21 Kasım 2014, 10.59

...... Ö z ü r .........


Sevgili Dostlar, İnternet  özürlü olmam nedeni ile bir önceki yazımın yorum kısmını işaretlemeyi unuttum ve yazımın yoruma kapalı olmasına sebep oldum, zaten çift çift yolladığım  yazının  Sevgili Editörlerce yoruma açılmasını isteyerek meşgul etmek istemedim, yazılan bir paylaşımın yoruma kapanması bence tutarsızlıktır. Bu nedenle okumuş olanlardan özür dilerim.

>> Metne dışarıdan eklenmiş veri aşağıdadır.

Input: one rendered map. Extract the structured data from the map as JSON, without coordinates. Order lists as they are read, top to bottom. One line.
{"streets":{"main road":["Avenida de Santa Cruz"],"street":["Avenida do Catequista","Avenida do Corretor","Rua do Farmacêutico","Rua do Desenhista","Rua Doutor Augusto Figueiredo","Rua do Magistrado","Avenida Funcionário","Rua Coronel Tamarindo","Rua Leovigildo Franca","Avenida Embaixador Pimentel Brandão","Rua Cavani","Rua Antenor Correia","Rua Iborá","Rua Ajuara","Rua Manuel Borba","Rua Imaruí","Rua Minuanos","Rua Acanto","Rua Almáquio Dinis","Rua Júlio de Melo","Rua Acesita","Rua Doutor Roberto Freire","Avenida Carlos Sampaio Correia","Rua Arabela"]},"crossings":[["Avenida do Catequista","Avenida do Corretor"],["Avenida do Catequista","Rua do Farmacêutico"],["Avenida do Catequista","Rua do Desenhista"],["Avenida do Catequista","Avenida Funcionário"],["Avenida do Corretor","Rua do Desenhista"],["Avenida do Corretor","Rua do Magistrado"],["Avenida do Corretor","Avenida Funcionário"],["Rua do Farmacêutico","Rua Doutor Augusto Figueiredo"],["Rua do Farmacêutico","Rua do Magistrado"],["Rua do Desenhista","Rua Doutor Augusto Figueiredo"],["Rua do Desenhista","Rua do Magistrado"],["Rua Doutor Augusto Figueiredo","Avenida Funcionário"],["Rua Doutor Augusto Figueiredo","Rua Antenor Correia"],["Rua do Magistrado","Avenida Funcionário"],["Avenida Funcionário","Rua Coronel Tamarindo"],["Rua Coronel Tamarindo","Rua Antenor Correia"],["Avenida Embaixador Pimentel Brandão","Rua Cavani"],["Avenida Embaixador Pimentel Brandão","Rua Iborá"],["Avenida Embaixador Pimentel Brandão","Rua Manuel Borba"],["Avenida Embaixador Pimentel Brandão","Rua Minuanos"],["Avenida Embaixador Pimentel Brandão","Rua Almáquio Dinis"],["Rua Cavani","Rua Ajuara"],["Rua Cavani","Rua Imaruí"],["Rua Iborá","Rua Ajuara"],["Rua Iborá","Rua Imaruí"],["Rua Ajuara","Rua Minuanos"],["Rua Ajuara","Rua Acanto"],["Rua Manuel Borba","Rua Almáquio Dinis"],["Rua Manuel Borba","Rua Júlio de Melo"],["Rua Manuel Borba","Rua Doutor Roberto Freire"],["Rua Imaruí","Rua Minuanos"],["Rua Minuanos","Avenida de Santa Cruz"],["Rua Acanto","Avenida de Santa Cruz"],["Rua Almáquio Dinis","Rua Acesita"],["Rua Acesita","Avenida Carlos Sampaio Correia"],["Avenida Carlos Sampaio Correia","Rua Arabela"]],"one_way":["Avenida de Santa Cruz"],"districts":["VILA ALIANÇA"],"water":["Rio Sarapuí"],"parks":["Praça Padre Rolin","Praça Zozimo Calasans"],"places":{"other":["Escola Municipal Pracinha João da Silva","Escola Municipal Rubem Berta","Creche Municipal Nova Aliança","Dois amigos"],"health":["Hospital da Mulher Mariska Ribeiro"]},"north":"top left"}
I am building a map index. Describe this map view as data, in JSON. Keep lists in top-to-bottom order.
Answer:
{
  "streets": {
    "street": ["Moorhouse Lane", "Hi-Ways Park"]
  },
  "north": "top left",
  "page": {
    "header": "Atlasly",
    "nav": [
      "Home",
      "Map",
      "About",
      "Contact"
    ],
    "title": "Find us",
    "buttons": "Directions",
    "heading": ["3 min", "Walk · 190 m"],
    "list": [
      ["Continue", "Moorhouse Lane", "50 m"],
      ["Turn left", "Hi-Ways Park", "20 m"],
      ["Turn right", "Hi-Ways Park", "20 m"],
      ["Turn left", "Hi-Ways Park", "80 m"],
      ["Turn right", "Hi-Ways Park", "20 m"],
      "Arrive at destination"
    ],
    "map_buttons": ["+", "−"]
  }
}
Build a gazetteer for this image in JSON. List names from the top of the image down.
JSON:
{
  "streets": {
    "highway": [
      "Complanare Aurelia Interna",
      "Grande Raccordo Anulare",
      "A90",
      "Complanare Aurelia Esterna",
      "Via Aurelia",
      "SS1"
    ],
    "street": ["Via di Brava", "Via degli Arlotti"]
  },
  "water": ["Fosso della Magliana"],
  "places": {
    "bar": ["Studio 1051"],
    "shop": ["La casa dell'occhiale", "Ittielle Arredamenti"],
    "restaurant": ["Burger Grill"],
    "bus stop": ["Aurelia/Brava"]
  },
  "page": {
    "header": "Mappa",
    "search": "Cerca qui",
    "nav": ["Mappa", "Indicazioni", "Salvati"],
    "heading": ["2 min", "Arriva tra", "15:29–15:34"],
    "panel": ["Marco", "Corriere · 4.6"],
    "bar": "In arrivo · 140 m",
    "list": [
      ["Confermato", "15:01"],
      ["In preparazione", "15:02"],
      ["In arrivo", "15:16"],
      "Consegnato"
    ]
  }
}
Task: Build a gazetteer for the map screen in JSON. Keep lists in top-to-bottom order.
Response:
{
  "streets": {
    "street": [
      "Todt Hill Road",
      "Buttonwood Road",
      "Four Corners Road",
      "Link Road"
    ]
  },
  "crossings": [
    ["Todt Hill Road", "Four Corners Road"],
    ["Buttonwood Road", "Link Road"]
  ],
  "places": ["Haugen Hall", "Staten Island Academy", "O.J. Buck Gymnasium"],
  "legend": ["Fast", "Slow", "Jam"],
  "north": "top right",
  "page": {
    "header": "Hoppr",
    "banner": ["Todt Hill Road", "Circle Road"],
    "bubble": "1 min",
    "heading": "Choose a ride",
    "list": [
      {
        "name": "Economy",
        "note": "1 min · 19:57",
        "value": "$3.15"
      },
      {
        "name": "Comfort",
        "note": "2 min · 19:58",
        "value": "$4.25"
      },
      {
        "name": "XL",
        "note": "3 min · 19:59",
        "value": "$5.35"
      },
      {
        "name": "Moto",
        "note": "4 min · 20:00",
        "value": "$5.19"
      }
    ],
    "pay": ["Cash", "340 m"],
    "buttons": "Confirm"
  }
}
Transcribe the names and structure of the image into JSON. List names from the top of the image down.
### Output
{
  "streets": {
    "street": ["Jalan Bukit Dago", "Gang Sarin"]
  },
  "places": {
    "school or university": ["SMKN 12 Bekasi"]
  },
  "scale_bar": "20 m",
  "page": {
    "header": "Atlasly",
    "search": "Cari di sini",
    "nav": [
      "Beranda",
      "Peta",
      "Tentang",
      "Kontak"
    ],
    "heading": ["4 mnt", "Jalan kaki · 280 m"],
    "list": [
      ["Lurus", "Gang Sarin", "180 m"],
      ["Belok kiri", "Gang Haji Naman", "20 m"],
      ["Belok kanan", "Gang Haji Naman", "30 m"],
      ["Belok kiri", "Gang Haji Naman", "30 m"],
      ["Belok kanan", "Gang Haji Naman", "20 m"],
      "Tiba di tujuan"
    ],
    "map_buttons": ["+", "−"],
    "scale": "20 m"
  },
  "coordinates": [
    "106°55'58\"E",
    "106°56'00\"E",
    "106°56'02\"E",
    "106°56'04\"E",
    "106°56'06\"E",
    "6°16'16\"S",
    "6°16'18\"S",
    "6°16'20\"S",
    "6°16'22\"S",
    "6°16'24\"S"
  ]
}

Bu bağlamda özelden destekleyen - beğeni mesajları gönderen tüm Dostlara teşekkür ederim.   

22 Kasım 2014, 13.02

         Roman okuyor gibi oldum Osman(ab)i, güzel betimlemeleriniz, üslubunuz... Bence bu bir rakı hikayesi değil, "alkol içerir" dediğiniz yazılarınız da alkol hikayesi değil. Siz kendi hayatınızdan anekdotlar aktarıyorsunuz, alkol de hem neşeniz, hem belanız olmuş, haliyle yansıyor yazdıklarınıza. Yazılarınızın içinde bu unsurun olması yazının kalitesine halel getirmiyor, doğru düzgün okuyucu için yani... En beğendiklerimden biri oldu bu yazınız. Tebrikler.
22 Kasım 2014, 21.06

Sevgili CeZbE;

Beğeniniz ve doğru tespitiniz için teşekkür ederim.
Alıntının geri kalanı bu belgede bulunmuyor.